PIP: As part of the Gambia Hepatitis Intervention Study, hepatitis B antigens and antibodies were assayed in 720 3-4 year old children who had received 4 doses of 10 mcg plasma-derived hepatitis B vaccine in infancy, the findings were compared with 816 controls. The cross sectional study took place from September, 1990, to July, 1991. Study subjects were tested for hepatitis B core antigen (HBcAg), as well as antigens and antibodies to hepatitis surface, e, and core protein, and those testing positive were tested a year later for HBsAg to determine chronic carrier status. Children negative for core antibody and surface antigen were considered uninfected; those positive for core antibody were considered infected; those positive for surface antigen 2 times 6 months apart were considered carriers. 4.6% of the vaccinated children were infected, and 0.6% were chronic carriers. 3 of these carriers had infected or carrier mothers, and 1 had only received 1 dose of vaccine.
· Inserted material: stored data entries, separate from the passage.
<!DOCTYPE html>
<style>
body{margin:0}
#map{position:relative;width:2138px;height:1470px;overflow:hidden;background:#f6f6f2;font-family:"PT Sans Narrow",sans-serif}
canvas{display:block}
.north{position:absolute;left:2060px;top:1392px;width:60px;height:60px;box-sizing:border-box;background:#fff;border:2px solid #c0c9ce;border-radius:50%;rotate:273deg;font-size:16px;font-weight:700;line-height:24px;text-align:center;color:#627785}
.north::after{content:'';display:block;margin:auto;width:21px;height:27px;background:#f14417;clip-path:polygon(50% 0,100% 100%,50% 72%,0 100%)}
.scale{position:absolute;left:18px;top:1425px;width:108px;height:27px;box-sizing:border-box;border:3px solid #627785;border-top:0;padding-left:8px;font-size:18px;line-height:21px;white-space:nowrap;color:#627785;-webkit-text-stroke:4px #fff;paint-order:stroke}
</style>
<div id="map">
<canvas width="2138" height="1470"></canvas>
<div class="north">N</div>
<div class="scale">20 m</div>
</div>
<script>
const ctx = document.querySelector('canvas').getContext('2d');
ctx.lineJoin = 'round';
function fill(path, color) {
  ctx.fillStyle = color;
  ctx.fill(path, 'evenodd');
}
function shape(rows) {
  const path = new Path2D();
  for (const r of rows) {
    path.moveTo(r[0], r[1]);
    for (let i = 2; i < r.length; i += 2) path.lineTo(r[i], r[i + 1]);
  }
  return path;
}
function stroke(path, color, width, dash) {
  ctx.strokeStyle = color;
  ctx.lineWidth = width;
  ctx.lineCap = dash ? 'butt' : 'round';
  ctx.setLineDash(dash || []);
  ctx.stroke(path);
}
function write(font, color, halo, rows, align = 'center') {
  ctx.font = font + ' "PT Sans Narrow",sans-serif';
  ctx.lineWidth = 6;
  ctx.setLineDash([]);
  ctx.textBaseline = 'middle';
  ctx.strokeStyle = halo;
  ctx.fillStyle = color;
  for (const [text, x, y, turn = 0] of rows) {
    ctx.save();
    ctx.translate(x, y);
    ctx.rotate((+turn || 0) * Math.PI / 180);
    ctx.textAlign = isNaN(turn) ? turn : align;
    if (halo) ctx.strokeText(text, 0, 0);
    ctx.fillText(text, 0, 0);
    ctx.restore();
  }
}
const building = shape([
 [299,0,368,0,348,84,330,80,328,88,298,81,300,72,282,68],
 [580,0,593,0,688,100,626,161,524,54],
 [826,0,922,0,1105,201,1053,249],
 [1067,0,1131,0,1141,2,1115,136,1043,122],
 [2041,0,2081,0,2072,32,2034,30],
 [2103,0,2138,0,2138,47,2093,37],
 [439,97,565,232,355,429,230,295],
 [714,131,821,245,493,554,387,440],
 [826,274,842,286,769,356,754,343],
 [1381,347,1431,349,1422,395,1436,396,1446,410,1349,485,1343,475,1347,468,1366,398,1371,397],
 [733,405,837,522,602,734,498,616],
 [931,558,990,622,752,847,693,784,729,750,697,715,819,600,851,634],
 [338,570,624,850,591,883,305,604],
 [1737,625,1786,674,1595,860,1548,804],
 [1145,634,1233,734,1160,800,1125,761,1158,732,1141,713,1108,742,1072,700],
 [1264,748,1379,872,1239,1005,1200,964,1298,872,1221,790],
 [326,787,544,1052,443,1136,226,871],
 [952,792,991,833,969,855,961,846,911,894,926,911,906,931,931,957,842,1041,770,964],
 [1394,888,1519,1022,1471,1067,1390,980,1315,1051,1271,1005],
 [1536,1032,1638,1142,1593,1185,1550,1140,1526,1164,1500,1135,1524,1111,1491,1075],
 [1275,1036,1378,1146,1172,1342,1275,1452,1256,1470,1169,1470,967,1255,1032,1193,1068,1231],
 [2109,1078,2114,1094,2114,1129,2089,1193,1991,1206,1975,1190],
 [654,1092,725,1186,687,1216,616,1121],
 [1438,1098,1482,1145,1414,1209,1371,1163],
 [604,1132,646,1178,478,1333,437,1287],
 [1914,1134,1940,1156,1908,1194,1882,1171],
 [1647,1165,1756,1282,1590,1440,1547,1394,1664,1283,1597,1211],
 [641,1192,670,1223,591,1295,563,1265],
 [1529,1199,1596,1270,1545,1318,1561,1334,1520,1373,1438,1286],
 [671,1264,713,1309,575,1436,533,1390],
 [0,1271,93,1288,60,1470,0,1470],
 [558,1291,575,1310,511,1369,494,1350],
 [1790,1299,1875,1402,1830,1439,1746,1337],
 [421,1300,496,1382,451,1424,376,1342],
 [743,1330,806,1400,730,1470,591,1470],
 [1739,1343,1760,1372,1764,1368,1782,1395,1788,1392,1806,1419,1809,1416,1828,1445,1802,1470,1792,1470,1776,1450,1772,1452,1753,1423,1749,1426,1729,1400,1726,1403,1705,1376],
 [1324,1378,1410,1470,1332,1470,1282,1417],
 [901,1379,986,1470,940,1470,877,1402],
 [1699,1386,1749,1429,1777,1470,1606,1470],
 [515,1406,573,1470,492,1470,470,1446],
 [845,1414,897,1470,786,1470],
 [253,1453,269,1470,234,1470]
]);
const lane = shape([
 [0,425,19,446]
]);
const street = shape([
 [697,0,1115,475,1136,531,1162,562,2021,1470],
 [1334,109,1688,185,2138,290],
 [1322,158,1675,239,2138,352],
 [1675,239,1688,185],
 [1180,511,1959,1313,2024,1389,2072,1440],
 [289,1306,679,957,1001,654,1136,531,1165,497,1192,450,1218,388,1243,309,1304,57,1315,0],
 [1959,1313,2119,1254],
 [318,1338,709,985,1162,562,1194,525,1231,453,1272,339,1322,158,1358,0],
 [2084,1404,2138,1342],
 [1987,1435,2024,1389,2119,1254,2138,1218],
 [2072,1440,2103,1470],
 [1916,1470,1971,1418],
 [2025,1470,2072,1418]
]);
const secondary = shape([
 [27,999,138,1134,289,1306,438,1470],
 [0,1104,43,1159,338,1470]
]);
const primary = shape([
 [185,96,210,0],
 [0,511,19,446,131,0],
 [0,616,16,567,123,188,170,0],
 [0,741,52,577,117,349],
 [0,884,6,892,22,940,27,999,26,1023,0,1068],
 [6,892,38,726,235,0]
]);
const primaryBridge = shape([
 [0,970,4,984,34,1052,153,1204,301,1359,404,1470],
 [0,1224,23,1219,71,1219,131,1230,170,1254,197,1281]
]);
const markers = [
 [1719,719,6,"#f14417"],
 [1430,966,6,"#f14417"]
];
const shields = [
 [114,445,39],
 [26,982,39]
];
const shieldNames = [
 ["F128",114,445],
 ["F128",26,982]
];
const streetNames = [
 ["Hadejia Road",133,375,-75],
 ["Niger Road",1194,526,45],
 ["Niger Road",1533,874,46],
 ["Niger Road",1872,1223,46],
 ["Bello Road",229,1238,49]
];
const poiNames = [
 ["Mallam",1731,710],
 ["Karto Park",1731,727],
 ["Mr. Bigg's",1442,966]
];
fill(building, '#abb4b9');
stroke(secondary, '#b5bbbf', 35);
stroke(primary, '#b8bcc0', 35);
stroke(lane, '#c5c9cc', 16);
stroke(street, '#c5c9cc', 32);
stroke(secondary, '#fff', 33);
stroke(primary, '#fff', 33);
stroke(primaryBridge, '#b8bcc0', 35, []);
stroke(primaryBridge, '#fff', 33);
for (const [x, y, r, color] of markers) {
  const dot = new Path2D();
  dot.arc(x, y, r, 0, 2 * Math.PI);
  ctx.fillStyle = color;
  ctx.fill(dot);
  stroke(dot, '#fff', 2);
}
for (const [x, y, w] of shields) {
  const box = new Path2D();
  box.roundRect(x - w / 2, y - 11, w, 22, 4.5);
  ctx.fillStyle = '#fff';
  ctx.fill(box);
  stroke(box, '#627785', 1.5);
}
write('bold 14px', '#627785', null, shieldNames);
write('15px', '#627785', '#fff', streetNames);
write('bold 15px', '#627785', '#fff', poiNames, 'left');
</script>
In the controls, there were 29% judged infected by anti-HBc, including 13% who were also positive for HBsAg. 86% of these were considered chronic carriers when tested a year later. Thus the vaccine was estimated to be 84% effective against infection and 94% effective against chronic carriage. The current Gambian vaccine consists of 2.5 mcg recombinant hepatitis B vaccine.